Marco Tulio Aguilera es un maestro para crear atmósferas en sus relatos, recuerdo hasta la fecha como nos contaba cada sábado en el suplemento cultural Sábado de Unomásuno, cómo vivía en Canadá, qué lo rodeaba y cómo era lo que lo rodeaba y nos hacía vivir junto con él sus peripecias y aventuras amorosas.

Y en este libro logra también logra hacer cómplices a sus lectores, en cuanto a su forma de pensar, percibir y hacer en cada situación que se presenta durante su viaje al Alto Amazonas (selva del Putumayo, Colombia).

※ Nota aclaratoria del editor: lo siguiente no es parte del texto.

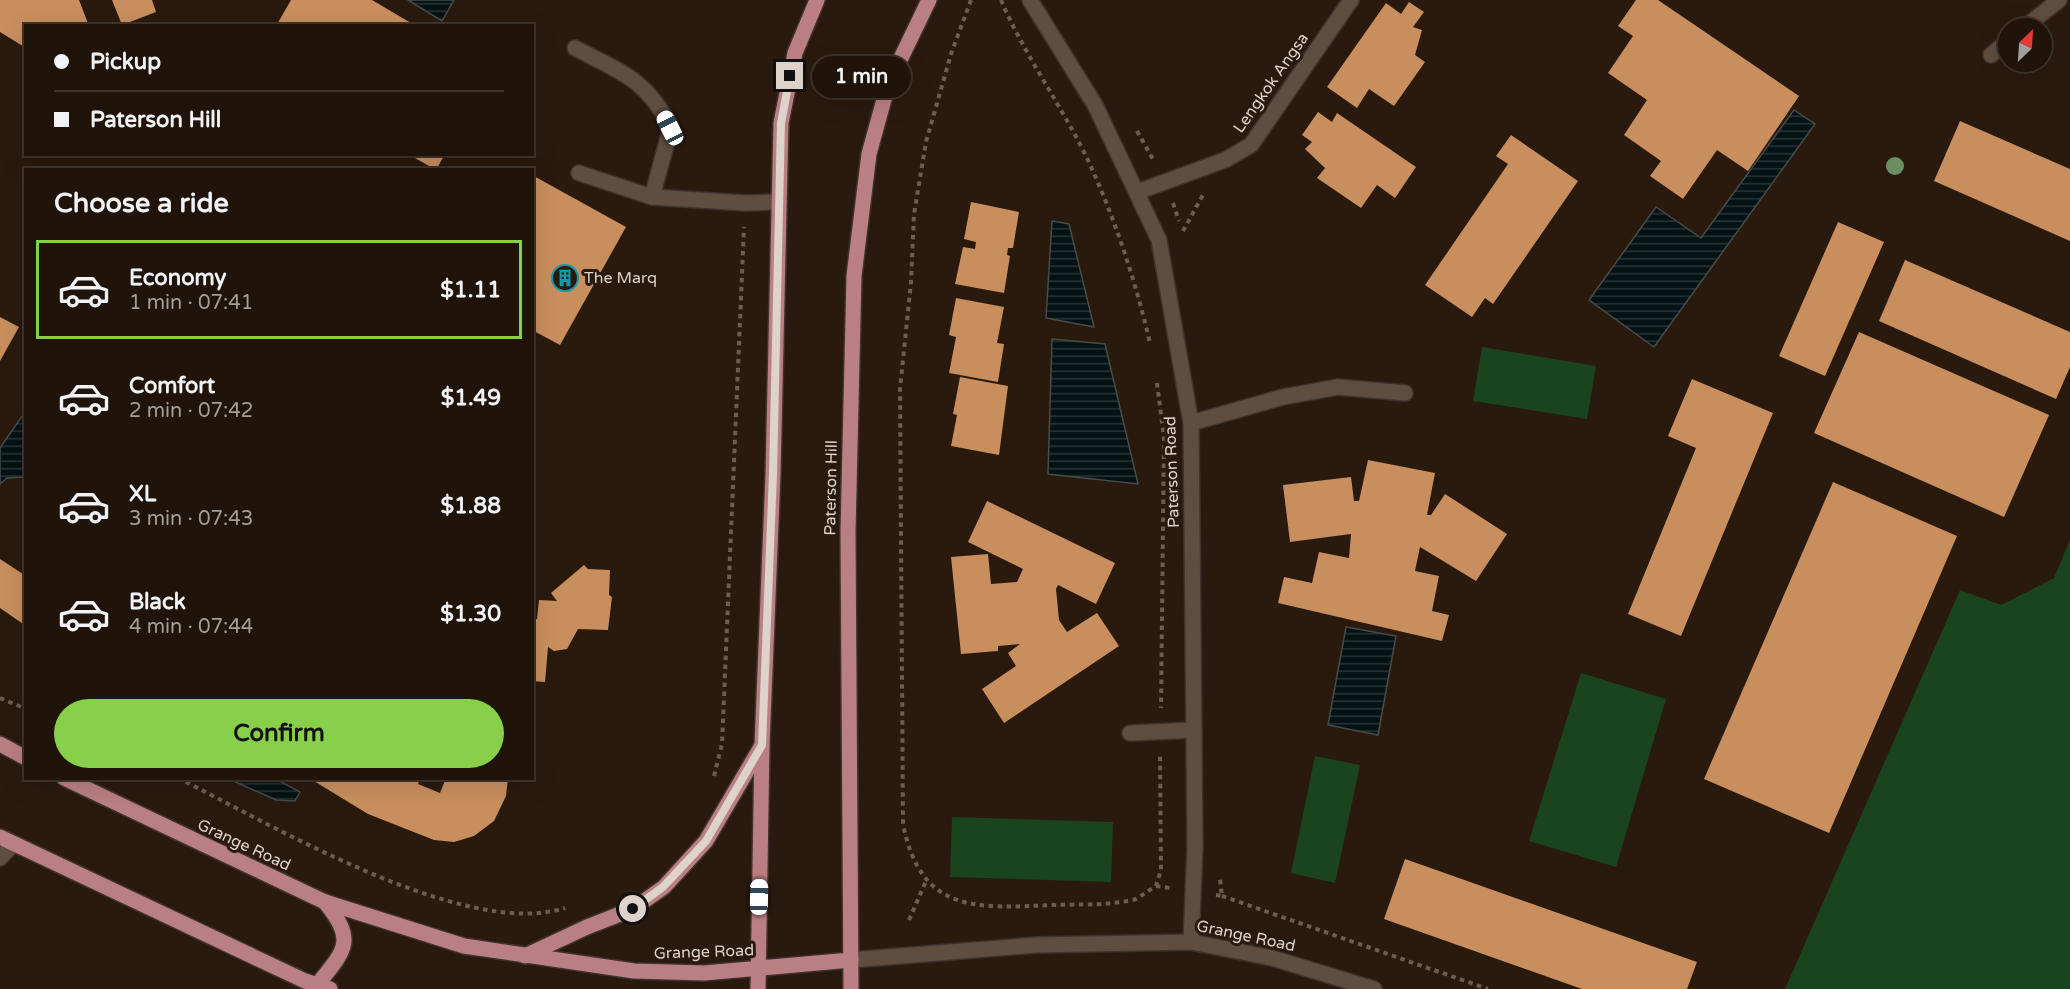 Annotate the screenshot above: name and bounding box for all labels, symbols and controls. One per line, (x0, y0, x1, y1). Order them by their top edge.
north arrow (1998, 18, 2052, 72)
map controls (1998, 18, 2052, 72)
street label: Lengkok Angsa (1229, 29, 1313, 137)
text: Pickup (90, 49, 161, 75)
callout: 1 min (811, 55, 910, 97)
route end (776, 62, 803, 89)
text: 1 min (835, 65, 888, 89)
text: Paterson Hill (90, 107, 221, 133)
car (654, 108, 686, 148)
text: Choose a ride (54, 187, 229, 220)
icon: car (57, 263, 111, 317)
building icon: The Marq (550, 263, 580, 293)
text: Economy (129, 265, 226, 291)
place label: The Marq (584, 268, 657, 288)
text: $1.11 (440, 277, 501, 303)
text: 1 min · 07:41 (129, 291, 253, 315)
icon: car (57, 371, 111, 425)
text: Comfort (129, 373, 215, 399)
text: $1.49 (441, 385, 501, 411)
text: 2 min · 07:42 (129, 399, 253, 423)
street label: Paterson Road (1160, 416, 1184, 528)
street label: Paterson Hill (820, 440, 842, 536)
icon: car (57, 479, 111, 533)
text: XL (129, 481, 156, 507)
text: $1.88 (440, 493, 501, 519)
text: 3 min · 07:43 (129, 507, 253, 531)
icon: car (57, 587, 111, 641)
text: Black (129, 589, 186, 615)
text: $1.30 (440, 601, 501, 627)
text: 4 min · 07:44 (129, 615, 253, 639)
button: Confirm (54, 699, 504, 768)
street label: Grange Road (194, 815, 294, 875)
car (750, 879, 768, 915)
route start (619, 895, 646, 922)
street label: Grange Road (1195, 916, 1297, 956)
street label: Grange Road (653, 940, 755, 964) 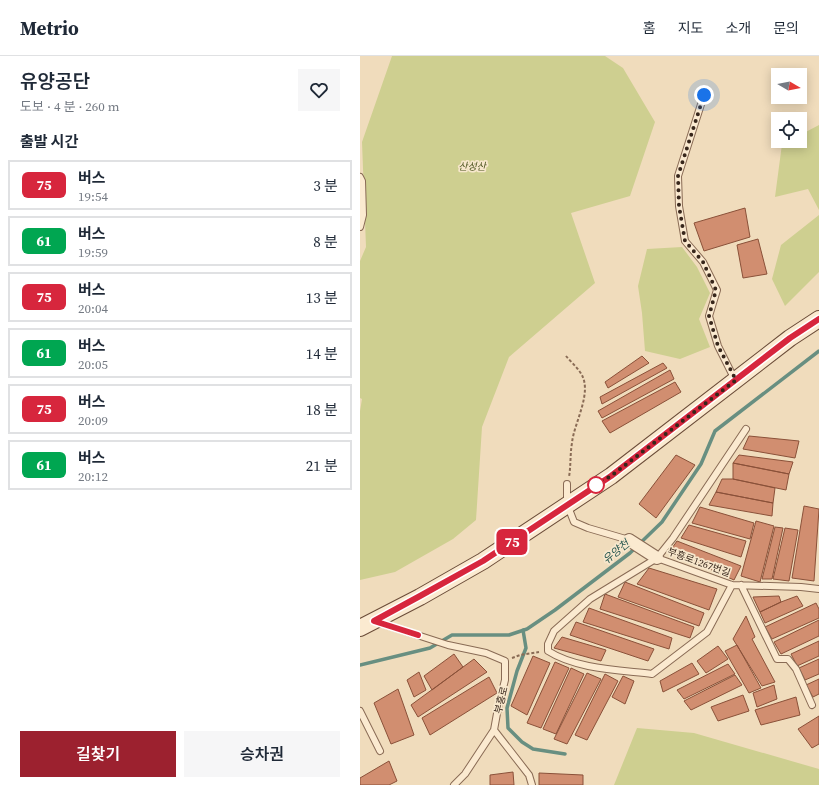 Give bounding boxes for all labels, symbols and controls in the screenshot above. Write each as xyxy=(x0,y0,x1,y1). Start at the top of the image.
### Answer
text: Metrio xyxy=(20,15,79,41)
text: 홈 xyxy=(643,18,656,38)
text: 지도 xyxy=(678,18,703,38)
text: 소개 xyxy=(725,18,751,38)
text: 문의 xyxy=(773,18,799,38)
text: 유양공단 xyxy=(20,68,90,94)
north arrow xyxy=(771,68,807,104)
map controls xyxy=(771,68,807,148)
button: heart xyxy=(298,69,340,111)
your location xyxy=(694,85,714,105)
text: 도보 · 4 분 · 260 m xyxy=(20,98,120,115)
button: locate xyxy=(771,112,807,148)
text: 출발 시간 xyxy=(20,131,78,152)
park label: 산성산 xyxy=(458,160,488,173)
text: 버스 xyxy=(78,167,106,188)
text: 75 xyxy=(36,175,52,195)
text: 3 분 xyxy=(313,175,338,196)
text: 19:54 xyxy=(78,188,108,205)
text: 버스 xyxy=(78,223,106,244)
text: 61 xyxy=(36,231,52,251)
text: 8 분 xyxy=(313,231,338,252)
text: 19:59 xyxy=(78,244,108,261)
text: 버스 xyxy=(78,279,106,300)
text: 75 xyxy=(36,287,52,307)
text: 13 분 xyxy=(306,287,338,308)
text: 20:04 xyxy=(78,300,108,317)
text: 버스 xyxy=(78,335,106,356)
text: 61 xyxy=(36,343,52,363)
text: 14 분 xyxy=(306,343,338,364)
text: 20:05 xyxy=(78,356,108,373)
text: 버스 xyxy=(78,391,106,412)
text: 75 xyxy=(36,399,52,419)
text: 18 분 xyxy=(306,399,338,420)
text: 20:09 xyxy=(78,412,108,429)
text: 버스 xyxy=(78,447,106,468)
text: 61 xyxy=(36,455,52,475)
text: 21 분 xyxy=(306,455,338,476)
text: 20:12 xyxy=(78,468,108,485)
unlabelled marker xyxy=(587,476,605,494)
line badge: 75 xyxy=(494,529,530,555)
text: 75 xyxy=(504,532,520,552)
water label: 유양천 xyxy=(599,535,634,567)
street label: 부흥로1267번길 xyxy=(666,545,732,579)
street label: 부흥로 xyxy=(491,685,511,715)
button: 길찾기 xyxy=(20,731,176,777)
button: 승차권 xyxy=(184,731,340,777)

También este viaje es el pretexto para contarnos que el protagonista tiene una esposa e hijos, y qué sucede con ellos y cómo perciben su viaje y también tiene un trabajo al cual debe regresar.

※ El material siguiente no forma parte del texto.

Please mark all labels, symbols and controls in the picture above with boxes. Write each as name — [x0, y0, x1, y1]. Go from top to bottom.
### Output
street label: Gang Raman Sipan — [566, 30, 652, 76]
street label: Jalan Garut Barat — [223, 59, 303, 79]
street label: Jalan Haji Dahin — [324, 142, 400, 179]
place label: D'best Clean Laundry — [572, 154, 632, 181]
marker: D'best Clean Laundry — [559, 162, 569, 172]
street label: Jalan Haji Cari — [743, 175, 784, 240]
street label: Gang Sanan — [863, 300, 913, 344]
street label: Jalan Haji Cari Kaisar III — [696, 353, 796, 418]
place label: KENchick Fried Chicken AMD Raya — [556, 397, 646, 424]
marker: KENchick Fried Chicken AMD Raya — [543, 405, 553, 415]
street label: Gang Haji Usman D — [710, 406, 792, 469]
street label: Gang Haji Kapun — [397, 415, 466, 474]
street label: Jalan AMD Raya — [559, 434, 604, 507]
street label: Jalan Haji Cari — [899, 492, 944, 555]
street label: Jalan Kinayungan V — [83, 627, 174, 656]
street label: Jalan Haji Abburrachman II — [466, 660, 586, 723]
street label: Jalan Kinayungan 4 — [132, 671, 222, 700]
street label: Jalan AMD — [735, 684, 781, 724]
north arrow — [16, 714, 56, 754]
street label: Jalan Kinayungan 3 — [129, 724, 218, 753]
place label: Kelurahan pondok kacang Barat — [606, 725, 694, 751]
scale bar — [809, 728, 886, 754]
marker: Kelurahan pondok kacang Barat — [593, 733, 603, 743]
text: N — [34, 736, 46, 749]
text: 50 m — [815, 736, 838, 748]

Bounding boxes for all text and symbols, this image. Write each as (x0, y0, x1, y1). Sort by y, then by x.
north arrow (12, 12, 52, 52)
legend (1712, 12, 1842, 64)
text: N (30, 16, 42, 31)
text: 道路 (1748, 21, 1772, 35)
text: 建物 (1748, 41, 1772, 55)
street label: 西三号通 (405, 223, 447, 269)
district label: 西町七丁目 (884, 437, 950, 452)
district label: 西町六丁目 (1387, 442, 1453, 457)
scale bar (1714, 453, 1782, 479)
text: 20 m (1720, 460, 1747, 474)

Marco Tulio sabe, y sabe hacerlo muy bien, en qué momento debe mezclar las situaciones, por decirlo de alguna forma, hogareñas y de seducción, de seducción y aventura. Cito unas líneas de su libro: “¿A qué había ido a la selva si no era en busca de algo de lo que no tenía necesidad? ¿Por qué no me podía quedar tranquilo en casa, donde dispongo de todo? La verdadera verdad debe ser ésta: estoy insatisfecho con mi vida, espero mucho más de ella, soy uno de esos personajes que corren de un lado a otro sin sosiego, que gritan, alborotan, protestan, critican, un individuo que debe ser casi insoportable. Veo que los años se me vienen encima y no he hecho lo que quería. Asunto de vanidad, excesivo autoaprecio, sin duda. Tal vez de ahí salga también mi necesidad de fingir que imagino seducciones y caer en todas las tentaciones que se me atraviesan en el camino. Debo ir más allá de mi limitado pellejo.”

Marco Tulio nos presenta a unos personajes desolados por el lugar en donde se dan las situaciones, ya sea en la selva, donde se refugian todo tipo de personas, desde guerrilleros hasta nativos con sus propias creencias, o narcos. Todos ellos capaces de cambiar la vida del personaje que viaja (Marco Tulio), ya sea por un amor fugaz, real o imaginario con una nativa dispuesta a todo por cambiar su vida enajenada de tanta soledad. O ser atrapado por algunos guerrilleros o narcos, cualquiera de los dos, que -lo más probable- lo dejarían morir en la selva amarrado de un árbol. Y si es en la cuidad donde se dan las situaciones con su familia puede el tedio matarlo más rápido que cualquier hecho en la selva. Donde sería una muerte fulminante, sólo para él y que nunca se daría cuenta su familia por la indiferencia en sus relaciones.

Este narrador nos cuenta toda una historia, donde se refleja el tedio actual en las relaciones sociales; y de la pareja que cae en la monotonía amorosa, y deducimos, por los desenlaces amorosos que se dan en esta historia,  ya sea una relación real o ficticia de amor, que dichas circunstancias son necesarias para poder sobrevivir a la vida tan compleja,  actualmente, para todos los seres humanos.

No cabe duda, ésta es una de las mejores novelas que se han escrito actualmente: Agua clara en el Alto Amazonas, y es una obra que se convertirá en señera para cualquier otro escritor que tenga las intenciones de escribir una historia de viajes.